Solution: Selected Portfolio
A type of trade credit insurance that covers a specific, preselected group of named customers. By focusing on defined buyers, businesses can align protection with their risk profile and allocate resources where they matter most. This selective approach is ideal for companies with a concentrated customer base or divisions where certain clients pose higher credit risk.
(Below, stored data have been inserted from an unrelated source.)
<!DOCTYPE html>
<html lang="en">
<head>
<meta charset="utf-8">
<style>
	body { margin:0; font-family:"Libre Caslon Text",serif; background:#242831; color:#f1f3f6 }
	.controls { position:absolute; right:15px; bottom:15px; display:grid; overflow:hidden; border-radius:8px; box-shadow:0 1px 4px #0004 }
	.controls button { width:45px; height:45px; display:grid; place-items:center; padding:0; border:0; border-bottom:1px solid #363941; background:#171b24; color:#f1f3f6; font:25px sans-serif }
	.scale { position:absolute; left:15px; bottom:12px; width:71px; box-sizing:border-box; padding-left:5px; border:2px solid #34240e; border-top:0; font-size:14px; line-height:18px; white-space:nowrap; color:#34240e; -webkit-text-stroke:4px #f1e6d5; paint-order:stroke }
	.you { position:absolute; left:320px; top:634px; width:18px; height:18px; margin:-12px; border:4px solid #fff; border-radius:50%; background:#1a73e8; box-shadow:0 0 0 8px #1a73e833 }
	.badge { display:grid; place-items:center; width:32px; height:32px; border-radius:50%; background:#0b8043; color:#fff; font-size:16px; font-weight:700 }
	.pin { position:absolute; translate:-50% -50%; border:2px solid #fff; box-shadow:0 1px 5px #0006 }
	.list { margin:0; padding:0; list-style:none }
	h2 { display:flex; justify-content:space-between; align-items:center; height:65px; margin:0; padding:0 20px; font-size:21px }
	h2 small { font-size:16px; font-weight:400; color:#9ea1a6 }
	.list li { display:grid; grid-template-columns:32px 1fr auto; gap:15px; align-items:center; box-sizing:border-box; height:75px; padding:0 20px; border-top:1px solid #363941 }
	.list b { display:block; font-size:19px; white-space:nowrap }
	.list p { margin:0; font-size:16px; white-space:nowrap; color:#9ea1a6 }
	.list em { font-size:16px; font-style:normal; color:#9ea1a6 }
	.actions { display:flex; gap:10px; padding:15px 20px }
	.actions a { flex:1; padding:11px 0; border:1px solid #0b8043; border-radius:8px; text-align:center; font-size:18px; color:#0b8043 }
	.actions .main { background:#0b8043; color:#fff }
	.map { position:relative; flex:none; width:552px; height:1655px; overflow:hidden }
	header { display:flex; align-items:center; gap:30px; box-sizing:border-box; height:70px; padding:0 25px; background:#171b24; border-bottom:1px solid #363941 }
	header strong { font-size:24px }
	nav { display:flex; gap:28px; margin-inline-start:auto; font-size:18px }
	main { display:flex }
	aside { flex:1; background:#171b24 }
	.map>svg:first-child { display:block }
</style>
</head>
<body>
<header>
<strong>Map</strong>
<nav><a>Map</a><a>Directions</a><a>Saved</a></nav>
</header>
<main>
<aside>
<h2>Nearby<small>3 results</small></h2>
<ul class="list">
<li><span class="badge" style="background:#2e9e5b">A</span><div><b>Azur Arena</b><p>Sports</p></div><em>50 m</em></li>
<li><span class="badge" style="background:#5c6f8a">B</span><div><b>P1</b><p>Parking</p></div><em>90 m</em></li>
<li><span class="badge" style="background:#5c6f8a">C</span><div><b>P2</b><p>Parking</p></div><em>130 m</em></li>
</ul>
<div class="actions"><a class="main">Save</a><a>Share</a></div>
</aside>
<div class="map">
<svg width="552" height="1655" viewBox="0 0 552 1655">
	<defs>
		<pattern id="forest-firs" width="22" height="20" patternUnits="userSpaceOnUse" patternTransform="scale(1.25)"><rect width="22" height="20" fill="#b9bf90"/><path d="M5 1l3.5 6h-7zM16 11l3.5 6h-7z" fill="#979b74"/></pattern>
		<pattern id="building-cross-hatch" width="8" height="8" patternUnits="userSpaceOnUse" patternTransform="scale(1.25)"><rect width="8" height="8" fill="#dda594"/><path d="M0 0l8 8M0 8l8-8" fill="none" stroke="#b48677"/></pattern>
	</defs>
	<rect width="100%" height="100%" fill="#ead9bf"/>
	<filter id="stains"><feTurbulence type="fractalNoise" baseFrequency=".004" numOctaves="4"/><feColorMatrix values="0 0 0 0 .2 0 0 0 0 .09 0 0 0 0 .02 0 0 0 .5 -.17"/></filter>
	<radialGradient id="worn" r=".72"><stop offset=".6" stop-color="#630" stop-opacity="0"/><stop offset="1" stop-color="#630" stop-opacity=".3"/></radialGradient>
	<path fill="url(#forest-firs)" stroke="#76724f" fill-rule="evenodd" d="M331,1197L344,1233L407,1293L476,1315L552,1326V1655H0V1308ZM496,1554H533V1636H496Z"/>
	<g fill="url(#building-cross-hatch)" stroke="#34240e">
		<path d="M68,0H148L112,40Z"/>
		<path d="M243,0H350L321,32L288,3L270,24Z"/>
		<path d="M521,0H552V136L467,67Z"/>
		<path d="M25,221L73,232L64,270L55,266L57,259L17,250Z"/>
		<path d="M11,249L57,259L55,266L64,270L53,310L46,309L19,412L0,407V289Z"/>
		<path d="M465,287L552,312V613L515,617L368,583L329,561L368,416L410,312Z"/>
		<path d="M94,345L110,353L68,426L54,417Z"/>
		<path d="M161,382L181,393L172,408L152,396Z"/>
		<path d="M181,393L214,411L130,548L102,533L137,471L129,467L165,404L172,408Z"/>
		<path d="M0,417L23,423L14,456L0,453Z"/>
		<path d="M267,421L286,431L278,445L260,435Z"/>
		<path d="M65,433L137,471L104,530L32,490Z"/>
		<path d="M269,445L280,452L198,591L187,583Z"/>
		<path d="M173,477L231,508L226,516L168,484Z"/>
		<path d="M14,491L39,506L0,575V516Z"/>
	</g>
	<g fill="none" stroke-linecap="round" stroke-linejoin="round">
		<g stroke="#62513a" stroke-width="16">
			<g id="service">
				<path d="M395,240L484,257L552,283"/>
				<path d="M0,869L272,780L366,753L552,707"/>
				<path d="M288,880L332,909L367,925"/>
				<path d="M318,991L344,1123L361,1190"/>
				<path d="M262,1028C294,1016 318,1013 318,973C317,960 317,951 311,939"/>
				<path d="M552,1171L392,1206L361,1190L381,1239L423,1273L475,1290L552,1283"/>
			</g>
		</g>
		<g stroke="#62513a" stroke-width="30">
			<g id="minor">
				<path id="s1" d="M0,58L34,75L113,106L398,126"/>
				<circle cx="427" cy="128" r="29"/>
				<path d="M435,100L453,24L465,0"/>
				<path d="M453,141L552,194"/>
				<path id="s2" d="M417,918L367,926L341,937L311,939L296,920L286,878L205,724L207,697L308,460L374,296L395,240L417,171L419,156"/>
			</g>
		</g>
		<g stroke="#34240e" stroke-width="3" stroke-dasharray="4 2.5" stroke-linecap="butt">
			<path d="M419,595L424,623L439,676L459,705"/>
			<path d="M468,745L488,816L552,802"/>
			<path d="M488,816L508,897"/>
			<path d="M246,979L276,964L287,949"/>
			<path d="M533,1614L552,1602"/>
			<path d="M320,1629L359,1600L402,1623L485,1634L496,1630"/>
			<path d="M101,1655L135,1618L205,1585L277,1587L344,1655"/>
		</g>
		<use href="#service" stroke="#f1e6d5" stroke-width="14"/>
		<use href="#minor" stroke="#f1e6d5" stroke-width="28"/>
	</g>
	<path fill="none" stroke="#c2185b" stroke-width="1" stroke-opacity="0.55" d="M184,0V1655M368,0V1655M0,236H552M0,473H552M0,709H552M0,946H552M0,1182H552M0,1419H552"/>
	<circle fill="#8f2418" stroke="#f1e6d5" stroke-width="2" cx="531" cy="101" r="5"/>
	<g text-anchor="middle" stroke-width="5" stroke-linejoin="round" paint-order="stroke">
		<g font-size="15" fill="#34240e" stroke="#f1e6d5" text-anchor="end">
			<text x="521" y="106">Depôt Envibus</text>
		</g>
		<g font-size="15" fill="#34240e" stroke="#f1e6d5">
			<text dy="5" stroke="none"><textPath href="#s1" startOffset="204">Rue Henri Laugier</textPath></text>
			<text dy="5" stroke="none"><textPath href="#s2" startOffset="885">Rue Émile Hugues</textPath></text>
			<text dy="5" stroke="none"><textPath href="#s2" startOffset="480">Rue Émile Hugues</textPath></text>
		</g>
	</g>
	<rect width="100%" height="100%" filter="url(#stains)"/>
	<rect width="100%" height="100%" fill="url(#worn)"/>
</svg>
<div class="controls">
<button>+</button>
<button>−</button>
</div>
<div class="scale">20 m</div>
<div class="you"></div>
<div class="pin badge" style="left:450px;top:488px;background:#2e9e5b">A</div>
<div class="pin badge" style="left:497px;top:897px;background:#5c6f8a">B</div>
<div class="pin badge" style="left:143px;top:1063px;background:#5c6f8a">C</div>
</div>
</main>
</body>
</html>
Compared to whole turnover programs, selected portfolio coverage typically comes with higher relative costs.
Main Characteristics:
Subject of Coverage: A chosen portfolio of buyers (typically 5 to 10 buyers) covered under one insurance policy.
Losses Covered: Insolvency, protracted payment after a pre-agreed waiting period, and other credit-related events.
Risk Management: Insurer monitors the financial health and payment behavior of the selected buyer portfolio, providing real-time insights and proactive alerts.
Additional Coverage: Collection costs, consignment stock, production risk, and more.
Self-Retention: Typically between 5% and 10%.
Why Choose Selected Portfolio Coverage?
Focused Risk Transfer: Protect against defaults from your most critical or high-risk customers.
Cash Flow Stability: Predictable cash flows due to insurer reimbursement of loss for bad debt losses.
Strategic Growth: Safely maintain or expand high-value relationships without fear of non-payment.
Financing Advantage: Secure your receivables and improve access to bank financing.
Process Improvement: Implementing insurer-driven credit risk standards helps standardise and enhance internal procedures.